(Stored data)
************

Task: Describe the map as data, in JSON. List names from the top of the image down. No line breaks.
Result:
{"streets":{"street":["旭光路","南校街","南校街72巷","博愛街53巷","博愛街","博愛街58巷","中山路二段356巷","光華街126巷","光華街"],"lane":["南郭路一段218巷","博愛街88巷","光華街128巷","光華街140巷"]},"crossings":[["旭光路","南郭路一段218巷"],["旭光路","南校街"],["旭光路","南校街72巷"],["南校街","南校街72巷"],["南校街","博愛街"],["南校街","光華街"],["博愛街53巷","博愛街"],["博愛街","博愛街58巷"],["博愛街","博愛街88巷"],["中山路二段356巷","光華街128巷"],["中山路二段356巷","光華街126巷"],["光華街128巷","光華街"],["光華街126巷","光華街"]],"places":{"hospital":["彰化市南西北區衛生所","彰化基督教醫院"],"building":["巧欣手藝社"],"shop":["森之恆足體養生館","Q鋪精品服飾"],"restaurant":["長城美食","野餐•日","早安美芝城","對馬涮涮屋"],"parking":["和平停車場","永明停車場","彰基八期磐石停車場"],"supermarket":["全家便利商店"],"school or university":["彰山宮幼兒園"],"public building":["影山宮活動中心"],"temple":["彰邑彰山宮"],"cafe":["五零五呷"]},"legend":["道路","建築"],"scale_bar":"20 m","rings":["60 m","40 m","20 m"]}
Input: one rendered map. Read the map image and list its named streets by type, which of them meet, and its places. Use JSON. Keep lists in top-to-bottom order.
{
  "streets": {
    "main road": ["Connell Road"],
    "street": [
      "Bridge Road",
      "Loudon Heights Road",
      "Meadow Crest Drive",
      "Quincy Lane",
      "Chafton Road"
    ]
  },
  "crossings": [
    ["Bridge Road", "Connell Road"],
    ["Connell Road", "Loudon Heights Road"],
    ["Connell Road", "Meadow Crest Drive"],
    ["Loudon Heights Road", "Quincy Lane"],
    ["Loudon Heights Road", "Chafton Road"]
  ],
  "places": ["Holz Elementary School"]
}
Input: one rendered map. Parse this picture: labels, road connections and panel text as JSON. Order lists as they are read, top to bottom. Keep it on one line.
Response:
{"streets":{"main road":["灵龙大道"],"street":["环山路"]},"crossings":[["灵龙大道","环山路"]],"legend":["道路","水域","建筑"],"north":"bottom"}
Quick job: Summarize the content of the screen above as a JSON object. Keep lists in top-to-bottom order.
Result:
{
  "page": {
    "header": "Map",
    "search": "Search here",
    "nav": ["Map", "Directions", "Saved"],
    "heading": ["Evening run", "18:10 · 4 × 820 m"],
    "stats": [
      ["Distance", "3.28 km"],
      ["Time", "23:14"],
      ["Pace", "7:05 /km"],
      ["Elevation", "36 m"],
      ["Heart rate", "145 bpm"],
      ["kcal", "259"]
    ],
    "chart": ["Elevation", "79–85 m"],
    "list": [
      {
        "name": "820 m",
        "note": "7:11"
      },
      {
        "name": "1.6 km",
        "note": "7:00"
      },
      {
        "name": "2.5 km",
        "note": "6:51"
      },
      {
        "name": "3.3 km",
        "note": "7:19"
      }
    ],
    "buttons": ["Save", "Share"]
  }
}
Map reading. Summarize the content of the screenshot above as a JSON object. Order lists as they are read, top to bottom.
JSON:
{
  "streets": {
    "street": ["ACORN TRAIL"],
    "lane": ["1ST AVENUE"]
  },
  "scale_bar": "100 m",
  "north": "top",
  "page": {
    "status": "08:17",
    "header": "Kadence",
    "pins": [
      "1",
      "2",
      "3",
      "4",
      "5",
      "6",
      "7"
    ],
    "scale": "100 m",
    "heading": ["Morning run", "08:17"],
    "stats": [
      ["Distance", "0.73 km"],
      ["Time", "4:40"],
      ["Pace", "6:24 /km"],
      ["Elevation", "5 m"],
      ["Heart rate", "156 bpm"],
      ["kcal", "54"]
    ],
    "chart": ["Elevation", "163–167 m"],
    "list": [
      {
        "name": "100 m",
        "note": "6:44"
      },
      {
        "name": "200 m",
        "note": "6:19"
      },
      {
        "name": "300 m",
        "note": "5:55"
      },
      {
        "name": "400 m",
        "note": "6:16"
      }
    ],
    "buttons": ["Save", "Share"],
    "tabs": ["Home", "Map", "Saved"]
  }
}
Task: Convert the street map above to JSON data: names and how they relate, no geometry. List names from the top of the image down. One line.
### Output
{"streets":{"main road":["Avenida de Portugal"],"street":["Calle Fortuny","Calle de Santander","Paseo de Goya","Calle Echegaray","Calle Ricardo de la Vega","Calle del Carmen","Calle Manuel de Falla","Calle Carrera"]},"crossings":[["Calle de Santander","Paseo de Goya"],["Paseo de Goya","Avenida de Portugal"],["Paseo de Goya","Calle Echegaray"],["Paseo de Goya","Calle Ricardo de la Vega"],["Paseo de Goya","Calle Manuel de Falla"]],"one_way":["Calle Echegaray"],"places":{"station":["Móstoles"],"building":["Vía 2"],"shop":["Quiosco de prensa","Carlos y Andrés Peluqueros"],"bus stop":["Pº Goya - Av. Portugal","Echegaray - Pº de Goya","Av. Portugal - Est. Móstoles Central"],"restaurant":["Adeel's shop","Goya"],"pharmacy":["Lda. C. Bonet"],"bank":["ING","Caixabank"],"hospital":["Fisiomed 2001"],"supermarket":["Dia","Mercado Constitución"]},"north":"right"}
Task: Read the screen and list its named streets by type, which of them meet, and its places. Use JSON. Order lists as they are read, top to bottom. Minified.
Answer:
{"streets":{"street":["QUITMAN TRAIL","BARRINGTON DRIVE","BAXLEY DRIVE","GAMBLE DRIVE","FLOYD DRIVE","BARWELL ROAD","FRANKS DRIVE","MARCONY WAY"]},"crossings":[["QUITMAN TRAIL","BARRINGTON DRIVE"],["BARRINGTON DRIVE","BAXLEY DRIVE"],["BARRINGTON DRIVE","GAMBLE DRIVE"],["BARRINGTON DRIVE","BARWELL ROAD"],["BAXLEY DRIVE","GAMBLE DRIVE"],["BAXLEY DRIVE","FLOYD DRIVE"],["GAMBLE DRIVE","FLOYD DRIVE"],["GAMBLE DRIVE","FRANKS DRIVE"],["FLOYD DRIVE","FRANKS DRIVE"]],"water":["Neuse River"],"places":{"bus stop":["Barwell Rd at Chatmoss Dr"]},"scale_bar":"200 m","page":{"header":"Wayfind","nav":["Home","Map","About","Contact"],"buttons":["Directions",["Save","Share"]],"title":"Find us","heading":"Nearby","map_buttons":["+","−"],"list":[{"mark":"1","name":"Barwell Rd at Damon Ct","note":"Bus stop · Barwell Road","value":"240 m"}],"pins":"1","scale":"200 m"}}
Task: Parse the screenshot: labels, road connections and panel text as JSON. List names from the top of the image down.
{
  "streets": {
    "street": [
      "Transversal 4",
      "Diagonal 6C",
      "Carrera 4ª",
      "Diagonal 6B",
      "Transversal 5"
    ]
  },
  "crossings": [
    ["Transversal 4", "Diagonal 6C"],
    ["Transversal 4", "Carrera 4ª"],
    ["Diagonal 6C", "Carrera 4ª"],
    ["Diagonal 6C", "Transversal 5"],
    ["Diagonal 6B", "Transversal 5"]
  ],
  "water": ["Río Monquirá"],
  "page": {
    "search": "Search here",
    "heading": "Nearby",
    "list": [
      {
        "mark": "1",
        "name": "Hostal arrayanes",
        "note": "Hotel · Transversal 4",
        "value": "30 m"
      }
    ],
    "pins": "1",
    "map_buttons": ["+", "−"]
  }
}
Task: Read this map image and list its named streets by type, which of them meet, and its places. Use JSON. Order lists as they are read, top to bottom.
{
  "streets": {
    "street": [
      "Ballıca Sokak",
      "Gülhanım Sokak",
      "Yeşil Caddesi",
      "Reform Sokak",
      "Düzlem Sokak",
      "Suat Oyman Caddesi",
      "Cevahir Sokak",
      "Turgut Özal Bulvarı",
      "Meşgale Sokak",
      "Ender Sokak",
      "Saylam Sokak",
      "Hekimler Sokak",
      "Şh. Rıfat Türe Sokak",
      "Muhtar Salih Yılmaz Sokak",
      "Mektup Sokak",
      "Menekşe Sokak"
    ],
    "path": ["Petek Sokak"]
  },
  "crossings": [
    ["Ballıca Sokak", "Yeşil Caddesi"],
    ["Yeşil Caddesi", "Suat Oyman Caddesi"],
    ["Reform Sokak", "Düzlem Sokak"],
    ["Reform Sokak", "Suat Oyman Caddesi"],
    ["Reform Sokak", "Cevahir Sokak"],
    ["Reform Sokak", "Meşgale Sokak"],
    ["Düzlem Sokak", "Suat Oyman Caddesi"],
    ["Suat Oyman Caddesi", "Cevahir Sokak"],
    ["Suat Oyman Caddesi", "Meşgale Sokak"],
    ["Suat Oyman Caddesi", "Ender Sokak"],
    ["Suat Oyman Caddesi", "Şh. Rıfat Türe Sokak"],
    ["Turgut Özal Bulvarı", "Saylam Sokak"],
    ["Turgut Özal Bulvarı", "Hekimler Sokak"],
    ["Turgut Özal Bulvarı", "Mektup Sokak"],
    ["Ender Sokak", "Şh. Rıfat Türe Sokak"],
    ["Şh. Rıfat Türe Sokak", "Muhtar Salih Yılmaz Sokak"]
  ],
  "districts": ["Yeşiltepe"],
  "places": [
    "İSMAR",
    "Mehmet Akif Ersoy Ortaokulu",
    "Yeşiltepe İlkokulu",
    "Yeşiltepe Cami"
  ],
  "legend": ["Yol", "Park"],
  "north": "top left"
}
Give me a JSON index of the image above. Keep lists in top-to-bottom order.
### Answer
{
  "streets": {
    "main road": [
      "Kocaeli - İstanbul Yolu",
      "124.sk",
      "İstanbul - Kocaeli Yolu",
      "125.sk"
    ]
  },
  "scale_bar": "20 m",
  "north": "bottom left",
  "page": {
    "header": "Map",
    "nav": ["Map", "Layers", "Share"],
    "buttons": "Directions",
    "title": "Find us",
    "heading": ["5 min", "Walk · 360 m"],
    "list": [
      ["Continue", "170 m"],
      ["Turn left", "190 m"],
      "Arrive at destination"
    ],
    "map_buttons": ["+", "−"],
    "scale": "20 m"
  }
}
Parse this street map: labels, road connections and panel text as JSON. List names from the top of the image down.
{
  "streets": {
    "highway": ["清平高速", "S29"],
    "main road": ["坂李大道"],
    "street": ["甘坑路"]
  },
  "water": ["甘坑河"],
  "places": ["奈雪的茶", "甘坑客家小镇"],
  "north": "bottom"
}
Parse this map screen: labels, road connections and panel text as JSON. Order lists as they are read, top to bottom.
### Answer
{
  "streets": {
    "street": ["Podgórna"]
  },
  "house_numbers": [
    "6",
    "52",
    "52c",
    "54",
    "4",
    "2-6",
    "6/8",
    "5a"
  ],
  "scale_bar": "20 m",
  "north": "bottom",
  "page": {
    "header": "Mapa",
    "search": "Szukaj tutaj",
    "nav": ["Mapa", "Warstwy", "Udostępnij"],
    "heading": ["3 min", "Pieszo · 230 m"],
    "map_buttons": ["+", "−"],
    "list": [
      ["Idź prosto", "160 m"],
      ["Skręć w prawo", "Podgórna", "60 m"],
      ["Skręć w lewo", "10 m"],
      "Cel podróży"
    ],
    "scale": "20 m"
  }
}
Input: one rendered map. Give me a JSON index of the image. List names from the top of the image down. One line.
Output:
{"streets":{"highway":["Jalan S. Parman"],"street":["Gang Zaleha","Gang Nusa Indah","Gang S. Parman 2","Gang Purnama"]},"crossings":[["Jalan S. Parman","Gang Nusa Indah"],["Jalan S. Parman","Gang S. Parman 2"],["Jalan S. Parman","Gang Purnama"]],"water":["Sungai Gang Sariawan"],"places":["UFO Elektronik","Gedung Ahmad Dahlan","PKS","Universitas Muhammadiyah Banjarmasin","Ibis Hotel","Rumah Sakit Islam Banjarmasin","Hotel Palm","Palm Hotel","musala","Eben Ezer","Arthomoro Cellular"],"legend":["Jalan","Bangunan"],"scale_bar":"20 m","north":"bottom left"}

************

Scan the lines above for "object" and state how many match, nothing more.

■ **Finished exercise**:
2